◆ **Task item**: When the string "Annotation" occurs in a line of the records, show that line.
Start of Data for this task
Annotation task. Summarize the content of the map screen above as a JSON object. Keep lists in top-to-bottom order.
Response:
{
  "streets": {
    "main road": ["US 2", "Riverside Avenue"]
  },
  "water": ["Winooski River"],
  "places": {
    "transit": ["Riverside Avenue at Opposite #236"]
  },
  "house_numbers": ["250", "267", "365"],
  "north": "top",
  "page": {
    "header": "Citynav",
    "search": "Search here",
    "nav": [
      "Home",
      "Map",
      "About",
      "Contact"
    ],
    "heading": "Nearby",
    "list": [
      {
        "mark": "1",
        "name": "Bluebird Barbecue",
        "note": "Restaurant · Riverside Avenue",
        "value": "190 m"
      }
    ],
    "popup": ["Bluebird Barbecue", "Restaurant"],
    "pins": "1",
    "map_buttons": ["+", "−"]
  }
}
End of Data for this task
Start of Data for this task
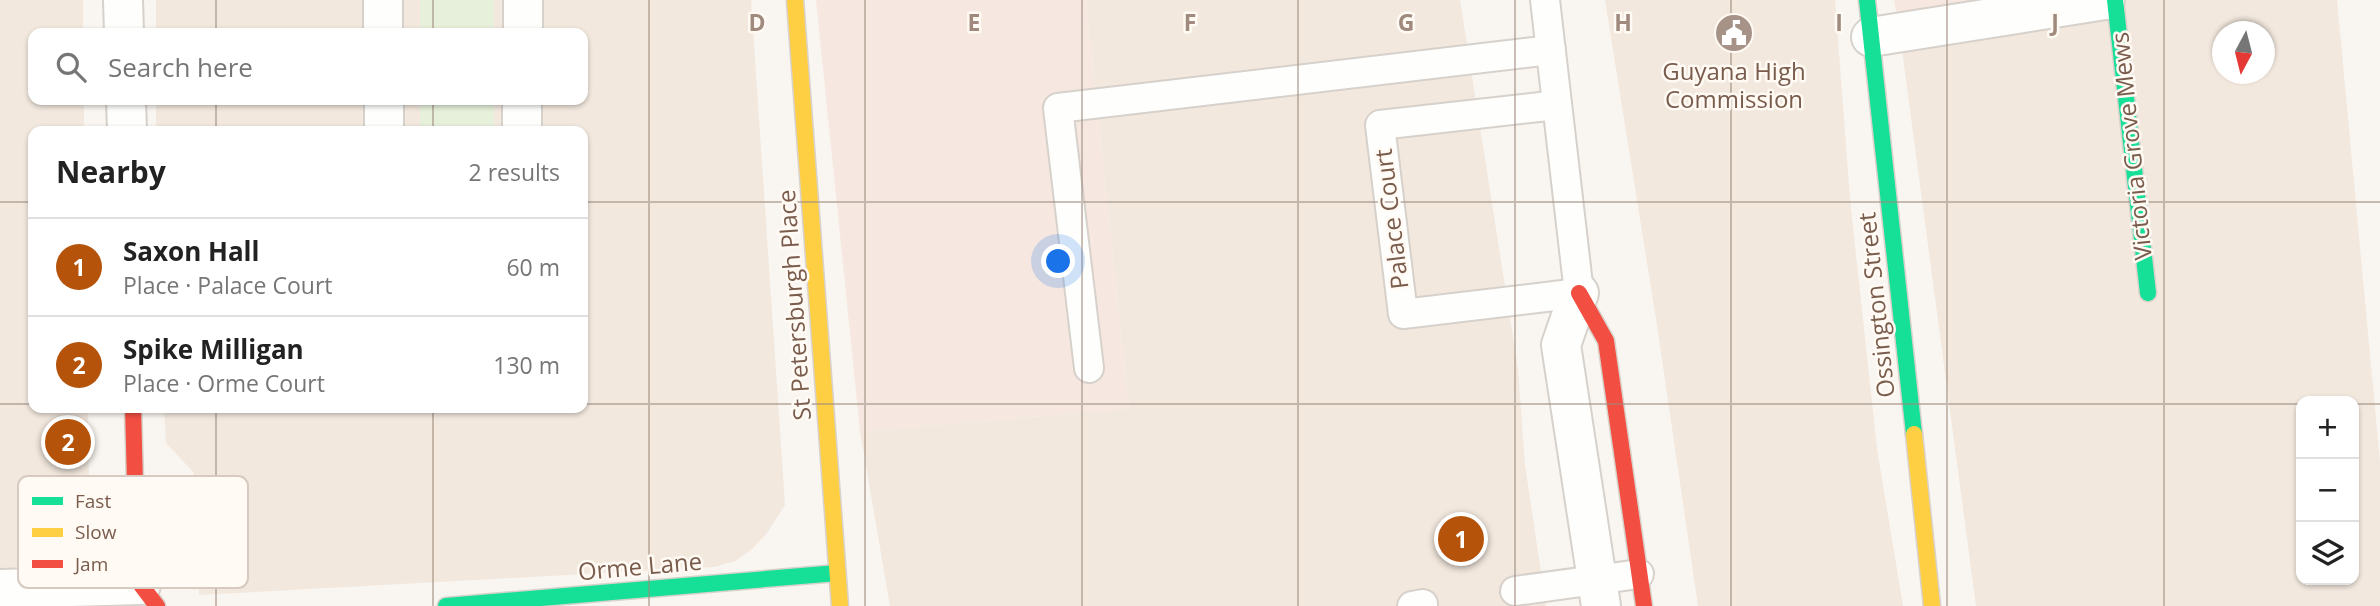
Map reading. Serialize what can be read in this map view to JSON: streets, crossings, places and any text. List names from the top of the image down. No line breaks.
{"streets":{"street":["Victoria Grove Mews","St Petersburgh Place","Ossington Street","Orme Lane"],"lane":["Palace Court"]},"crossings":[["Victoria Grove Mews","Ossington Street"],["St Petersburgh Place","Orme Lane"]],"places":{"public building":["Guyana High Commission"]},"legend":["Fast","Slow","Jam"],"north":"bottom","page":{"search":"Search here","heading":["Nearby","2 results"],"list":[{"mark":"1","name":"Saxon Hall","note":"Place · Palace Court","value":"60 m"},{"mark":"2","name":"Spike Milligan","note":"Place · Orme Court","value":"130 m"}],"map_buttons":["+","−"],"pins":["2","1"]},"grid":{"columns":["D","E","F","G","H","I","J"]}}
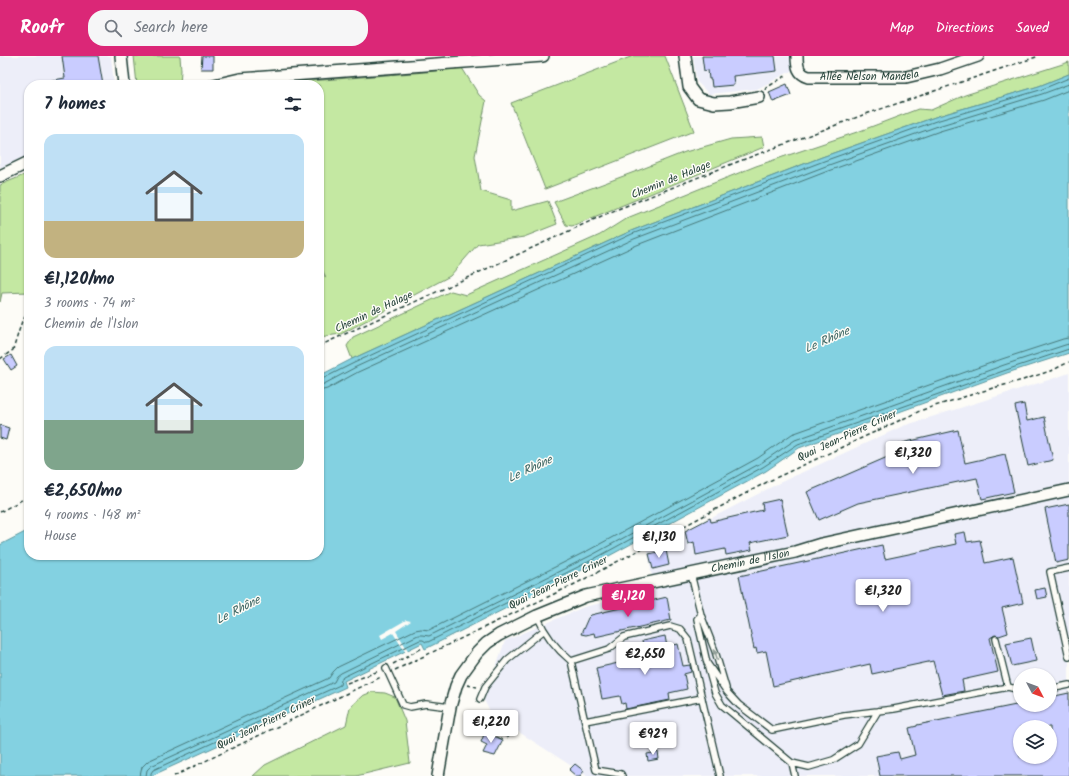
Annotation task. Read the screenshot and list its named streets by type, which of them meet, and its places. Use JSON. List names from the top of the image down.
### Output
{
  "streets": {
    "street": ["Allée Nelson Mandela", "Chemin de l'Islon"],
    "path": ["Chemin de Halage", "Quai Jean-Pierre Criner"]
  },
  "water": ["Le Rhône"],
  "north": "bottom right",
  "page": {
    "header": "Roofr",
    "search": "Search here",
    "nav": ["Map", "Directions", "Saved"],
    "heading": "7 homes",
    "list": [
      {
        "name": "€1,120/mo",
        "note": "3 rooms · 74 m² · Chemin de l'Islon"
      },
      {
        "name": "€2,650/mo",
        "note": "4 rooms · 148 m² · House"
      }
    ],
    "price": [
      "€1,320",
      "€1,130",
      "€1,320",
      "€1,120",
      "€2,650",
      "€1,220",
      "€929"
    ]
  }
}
End of Data for this task
◆ **Answer space**:
Annotation task. Summarize the content of the map screen above as a JSON object. Keep lists in top-to-bottom order.
Annotation task. Read the screenshot and list its named streets by type, which of them meet, and its places. Use JSON. List names from the top of the image down.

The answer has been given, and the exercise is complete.